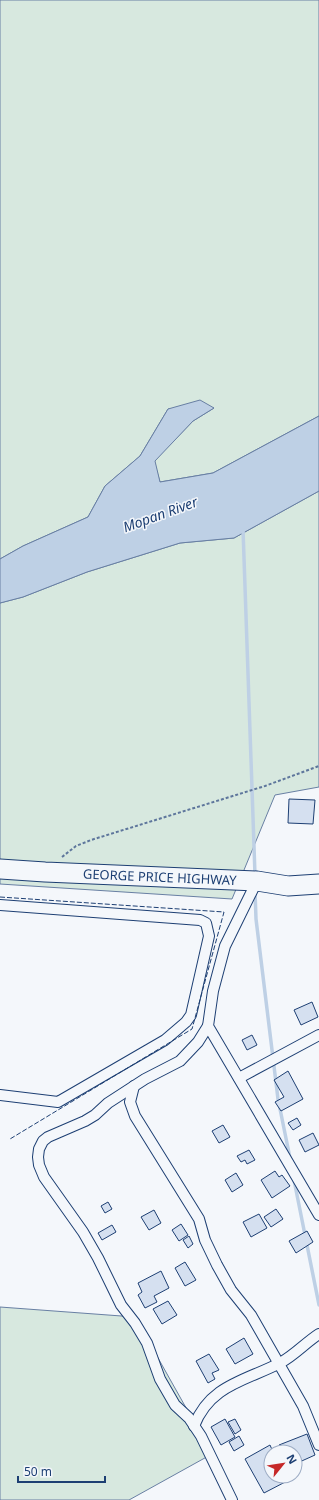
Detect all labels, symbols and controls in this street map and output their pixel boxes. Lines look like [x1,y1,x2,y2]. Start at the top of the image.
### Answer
water label: Mopan River [120,492,200,536]
street label: GEORGE PRICE HIGHWAY [83,865,238,889]
north arrow [263,1444,303,1484]
text: N [283,1451,301,1466]
scale bar [18,1458,105,1484]
text: 50 m [24,1463,52,1480]

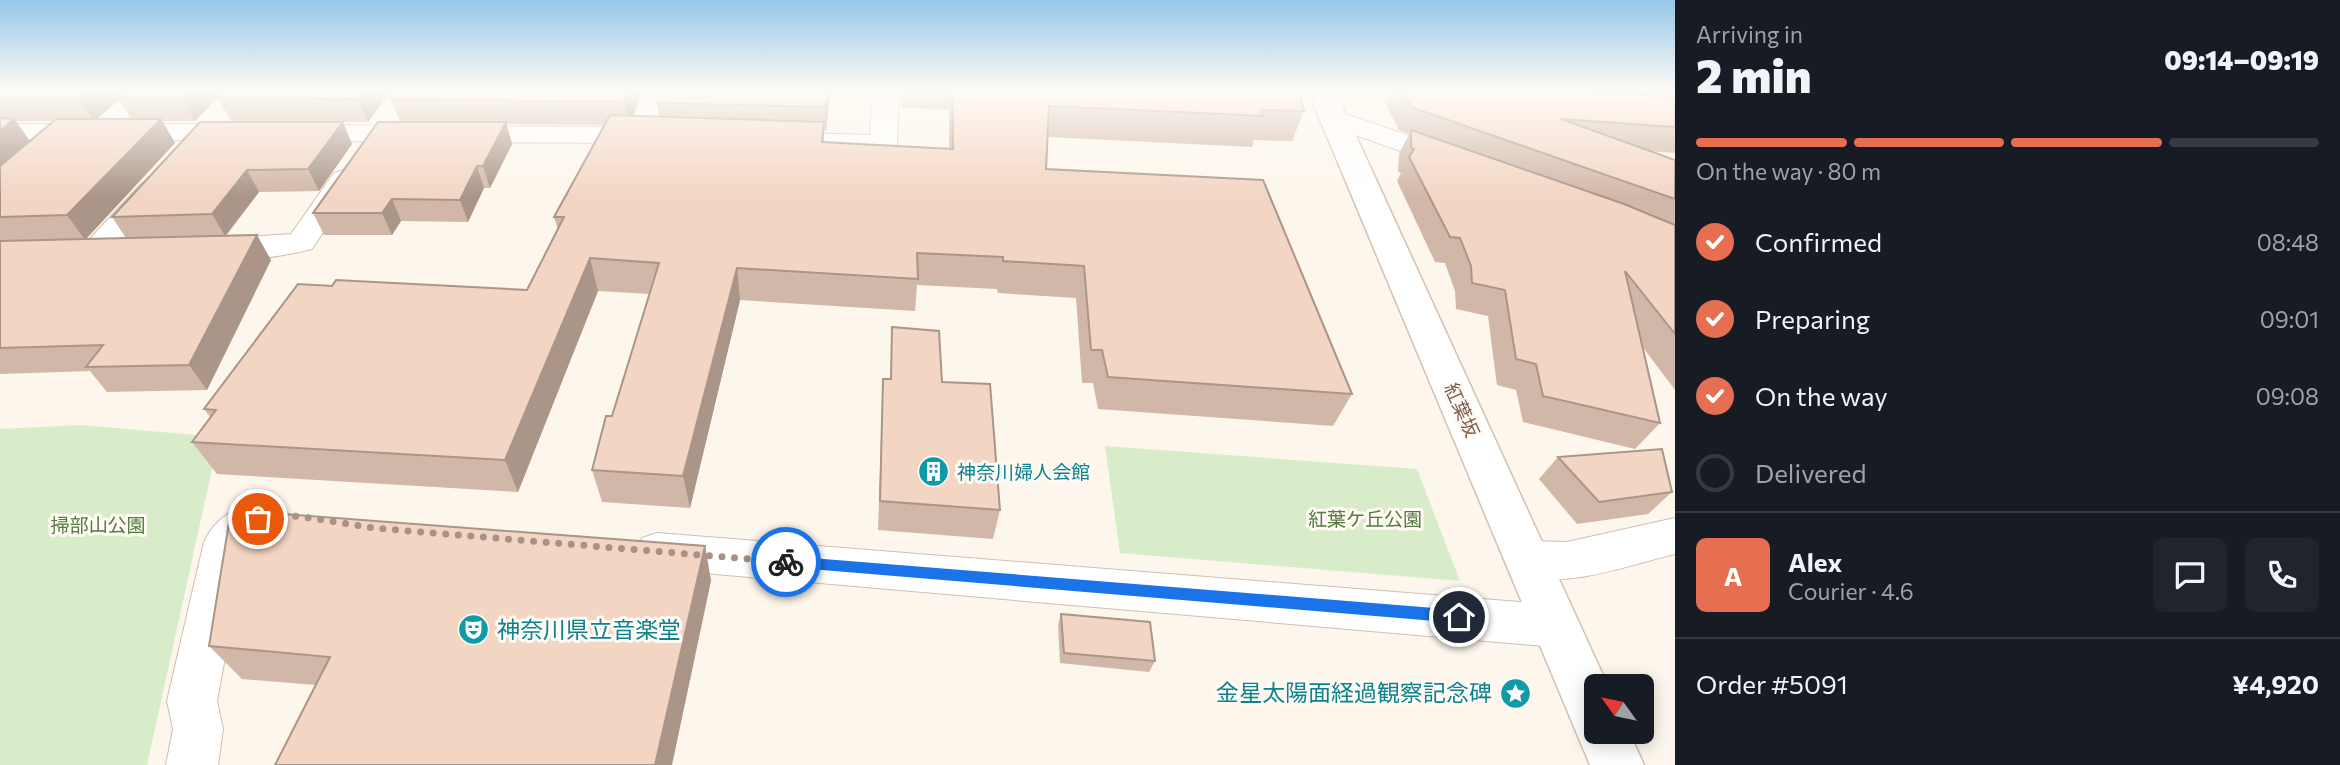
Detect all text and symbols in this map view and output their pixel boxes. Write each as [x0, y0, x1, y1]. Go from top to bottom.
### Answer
text: Arriving in [1696, 20, 1803, 48]
text: 09:14–09:19 [2164, 44, 2319, 75]
text: 2 min [1696, 46, 1812, 102]
text: On the way · 80 m [1696, 157, 1881, 185]
icon: check [1696, 223, 1734, 261]
text: Confirmed [1755, 226, 1882, 257]
text: 08:48 [2257, 228, 2319, 256]
icon: check [1696, 300, 1734, 338]
text: Preparing [1755, 303, 1870, 334]
text: 09:01 [2260, 305, 2319, 333]
icon: check [1696, 377, 1734, 415]
street label: 紅葉坂 [1440, 379, 1485, 441]
text: On the way [1755, 380, 1888, 411]
text: 09:08 [2256, 382, 2319, 410]
building icon: 神奈川婦人会館 [917, 455, 951, 489]
text: Delivered [1755, 457, 1866, 488]
place label: 神奈川婦人会館 [957, 460, 1090, 483]
pin [228, 489, 288, 549]
icon: bag [239, 500, 277, 538]
park label: 紅葉ケ丘公園 [1308, 507, 1422, 530]
park label: 掃部山公園 [50, 513, 146, 536]
courier [751, 527, 821, 597]
button: chat [2153, 538, 2227, 612]
button: phone [2245, 538, 2319, 612]
icon: bike [767, 543, 805, 581]
text: Alex [1788, 546, 1842, 577]
text: A [1724, 560, 1742, 591]
text: Courier · 4.6 [1788, 577, 1914, 605]
pin [1429, 587, 1489, 647]
icon: home [1440, 598, 1478, 636]
theatre icon: 神奈川県立音楽堂 [457, 613, 491, 647]
place label: 神奈川県立音楽堂 [497, 615, 681, 643]
text: Order #5091 [1696, 668, 1848, 699]
text: ¥4,920 [2232, 668, 2319, 699]
north arrow [1584, 674, 1654, 744]
map controls [1584, 674, 1654, 744]
place icon: 金星太陽面経過観察記念碑 [1498, 676, 1532, 710]
place label: 金星太陽面経過観察記念碑 [1216, 678, 1492, 706]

◇ ◇ ◇ ◇ ◇ ◇ ◇

▶ [Problem]:
Transcribe all of the data above verbatim but omit every picture.

▶ [Exercise answer]:
Detect all labels, symbols and controls in this street map and output their pixel boxes. Lines look like [x1,y1,x2,y2]. Start at the top of the image.
### Answer
water label: Mopan River [120,492,200,536]
street label: GEORGE PRICE HIGHWAY [83,865,238,889]
north arrow [263,1444,303,1484]
text: N [283,1451,301,1466]
scale bar [18,1458,105,1484]
text: 50 m [24,1463,52,1480]

Detect all text and symbols in this map view and output their pixel boxes. Write each as [x0, y0, x1, y1]. Go from top to bottom.
### Answer
text: Arriving in [1696, 20, 1803, 48]
text: 09:14–09:19 [2164, 44, 2319, 75]
text: 2 min [1696, 46, 1812, 102]
text: On the way · 80 m [1696, 157, 1881, 185]
icon: check [1696, 223, 1734, 261]
text: Confirmed [1755, 226, 1882, 257]
text: 08:48 [2257, 228, 2319, 256]
icon: check [1696, 300, 1734, 338]
text: Preparing [1755, 303, 1870, 334]
text: 09:01 [2260, 305, 2319, 333]
icon: check [1696, 377, 1734, 415]
street label: 紅葉坂 [1440, 379, 1485, 441]
text: On the way [1755, 380, 1888, 411]
text: 09:08 [2256, 382, 2319, 410]
building icon: 神奈川婦人会館 [917, 455, 951, 489]
text: Delivered [1755, 457, 1866, 488]
place label: 神奈川婦人会館 [957, 460, 1090, 483]
pin [228, 489, 288, 549]
icon: bag [239, 500, 277, 538]
park label: 紅葉ケ丘公園 [1308, 507, 1422, 530]
park label: 掃部山公園 [50, 513, 146, 536]
courier [751, 527, 821, 597]
button: chat [2153, 538, 2227, 612]
button: phone [2245, 538, 2319, 612]
icon: bike [767, 543, 805, 581]
text: Alex [1788, 546, 1842, 577]
text: A [1724, 560, 1742, 591]
text: Courier · 4.6 [1788, 577, 1914, 605]
pin [1429, 587, 1489, 647]
icon: home [1440, 598, 1478, 636]
theatre icon: 神奈川県立音楽堂 [457, 613, 491, 647]
place label: 神奈川県立音楽堂 [497, 615, 681, 643]
text: Order #5091 [1696, 668, 1848, 699]
text: ¥4,920 [2232, 668, 2319, 699]
north arrow [1584, 674, 1654, 744]
map controls [1584, 674, 1654, 744]
place icon: 金星太陽面経過観察記念碑 [1498, 676, 1532, 710]
place label: 金星太陽面経過観察記念碑 [1216, 678, 1492, 706]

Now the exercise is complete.